GIVEN ENTRIES START

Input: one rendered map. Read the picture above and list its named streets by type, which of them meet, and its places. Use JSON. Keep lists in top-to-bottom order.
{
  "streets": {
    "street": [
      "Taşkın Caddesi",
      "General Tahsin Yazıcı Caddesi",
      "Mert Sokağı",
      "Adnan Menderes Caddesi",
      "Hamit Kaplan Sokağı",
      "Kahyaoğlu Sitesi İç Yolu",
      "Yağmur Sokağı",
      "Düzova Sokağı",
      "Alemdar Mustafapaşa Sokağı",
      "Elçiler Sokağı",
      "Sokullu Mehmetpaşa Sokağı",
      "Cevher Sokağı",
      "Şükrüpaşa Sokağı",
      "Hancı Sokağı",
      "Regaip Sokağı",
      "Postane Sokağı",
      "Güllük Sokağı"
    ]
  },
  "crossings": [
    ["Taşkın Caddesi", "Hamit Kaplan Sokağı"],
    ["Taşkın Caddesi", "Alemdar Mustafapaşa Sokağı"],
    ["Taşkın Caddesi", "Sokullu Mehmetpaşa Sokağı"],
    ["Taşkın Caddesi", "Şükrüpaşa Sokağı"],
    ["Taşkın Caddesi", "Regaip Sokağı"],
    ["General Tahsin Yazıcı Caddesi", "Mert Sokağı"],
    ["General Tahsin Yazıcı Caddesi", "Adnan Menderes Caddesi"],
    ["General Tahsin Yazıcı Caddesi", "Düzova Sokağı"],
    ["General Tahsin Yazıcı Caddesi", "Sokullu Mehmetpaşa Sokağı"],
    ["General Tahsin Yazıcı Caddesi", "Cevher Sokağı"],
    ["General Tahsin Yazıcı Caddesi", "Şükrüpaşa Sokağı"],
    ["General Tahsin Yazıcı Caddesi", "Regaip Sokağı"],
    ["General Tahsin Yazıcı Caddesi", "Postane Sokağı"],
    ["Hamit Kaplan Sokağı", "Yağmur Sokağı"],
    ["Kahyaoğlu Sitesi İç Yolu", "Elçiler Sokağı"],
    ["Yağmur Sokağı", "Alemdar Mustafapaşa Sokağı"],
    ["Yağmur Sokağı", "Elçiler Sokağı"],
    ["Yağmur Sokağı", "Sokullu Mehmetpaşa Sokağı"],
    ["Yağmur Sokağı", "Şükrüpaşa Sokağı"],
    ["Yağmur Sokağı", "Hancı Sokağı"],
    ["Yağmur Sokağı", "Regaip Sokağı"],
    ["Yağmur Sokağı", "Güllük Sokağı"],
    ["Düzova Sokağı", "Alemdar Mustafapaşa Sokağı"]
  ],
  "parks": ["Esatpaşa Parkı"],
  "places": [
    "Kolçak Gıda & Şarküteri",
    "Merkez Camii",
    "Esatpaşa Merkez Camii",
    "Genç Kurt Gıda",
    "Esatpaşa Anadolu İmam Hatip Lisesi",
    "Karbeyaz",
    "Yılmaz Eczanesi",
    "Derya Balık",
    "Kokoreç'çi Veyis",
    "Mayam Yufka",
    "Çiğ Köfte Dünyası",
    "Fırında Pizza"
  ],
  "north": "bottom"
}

GIVEN ENTRIES END

▶ **YOUR TASK**:
Write the records out again. Keep every line exactly as it is.

▶ **SOLUTION FOR THIS PROBLEM**:
Input: one rendered map. Read the picture above and list its named streets by type, which of them meet, and its places. Use JSON. Keep lists in top-to-bottom order.
{
  "streets": {
    "street": [
      "Taşkın Caddesi",
      "General Tahsin Yazıcı Caddesi",
      "Mert Sokağı",
      "Adnan Menderes Caddesi",
      "Hamit Kaplan Sokağı",
      "Kahyaoğlu Sitesi İç Yolu",
      "Yağmur Sokağı",
      "Düzova Sokağı",
      "Alemdar Mustafapaşa Sokağı",
      "Elçiler Sokağı",
      "Sokullu Mehmetpaşa Sokağı",
      "Cevher Sokağı",
      "Şükrüpaşa Sokağı",
      "Hancı Sokağı",
      "Regaip Sokağı",
      "Postane Sokağı",
      "Güllük Sokağı"
    ]
  },
  "crossings": [
    ["Taşkın Caddesi", "Hamit Kaplan Sokağı"],
    ["Taşkın Caddesi", "Alemdar Mustafapaşa Sokağı"],
    ["Taşkın Caddesi", "Sokullu Mehmetpaşa Sokağı"],
    ["Taşkın Caddesi", "Şükrüpaşa Sokağı"],
    ["Taşkın Caddesi", "Regaip Sokağı"],
    ["General Tahsin Yazıcı Caddesi", "Mert Sokağı"],
    ["General Tahsin Yazıcı Caddesi", "Adnan Menderes Caddesi"],
    ["General Tahsin Yazıcı Caddesi", "Düzova Sokağı"],
    ["General Tahsin Yazıcı Caddesi", "Sokullu Mehmetpaşa Sokağı"],
    ["General Tahsin Yazıcı Caddesi", "Cevher Sokağı"],
    ["General Tahsin Yazıcı Caddesi", "Şükrüpaşa Sokağı"],
    ["General Tahsin Yazıcı Caddesi", "Regaip Sokağı"],
    ["General Tahsin Yazıcı Caddesi", "Postane Sokağı"],
    ["Hamit Kaplan Sokağı", "Yağmur Sokağı"],
    ["Kahyaoğlu Sitesi İç Yolu", "Elçiler Sokağı"],
    ["Yağmur Sokağı", "Alemdar Mustafapaşa Sokağı"],
    ["Yağmur Sokağı", "Elçiler Sokağı"],
    ["Yağmur Sokağı", "Sokullu Mehmetpaşa Sokağı"],
    ["Yağmur Sokağı", "Şükrüpaşa Sokağı"],
    ["Yağmur Sokağı", "Hancı Sokağı"],
    ["Yağmur Sokağı", "Regaip Sokağı"],
    ["Yağmur Sokağı", "Güllük Sokağı"],
    ["Düzova Sokağı", "Alemdar Mustafapaşa Sokağı"]
  ],
  "parks": ["Esatpaşa Parkı"],
  "places": [
    "Kolçak Gıda & Şarküteri",
    "Merkez Camii",
    "Esatpaşa Merkez Camii",
    "Genç Kurt Gıda",
    "Esatpaşa Anadolu İmam Hatip Lisesi",
    "Karbeyaz",
    "Yılmaz Eczanesi",
    "Derya Balık",
    "Kokoreç'çi Veyis",
    "Mayam Yufka",
    "Çiğ Köfte Dünyası",
    "Fırında Pizza"
  ],
  "north": "bottom"
}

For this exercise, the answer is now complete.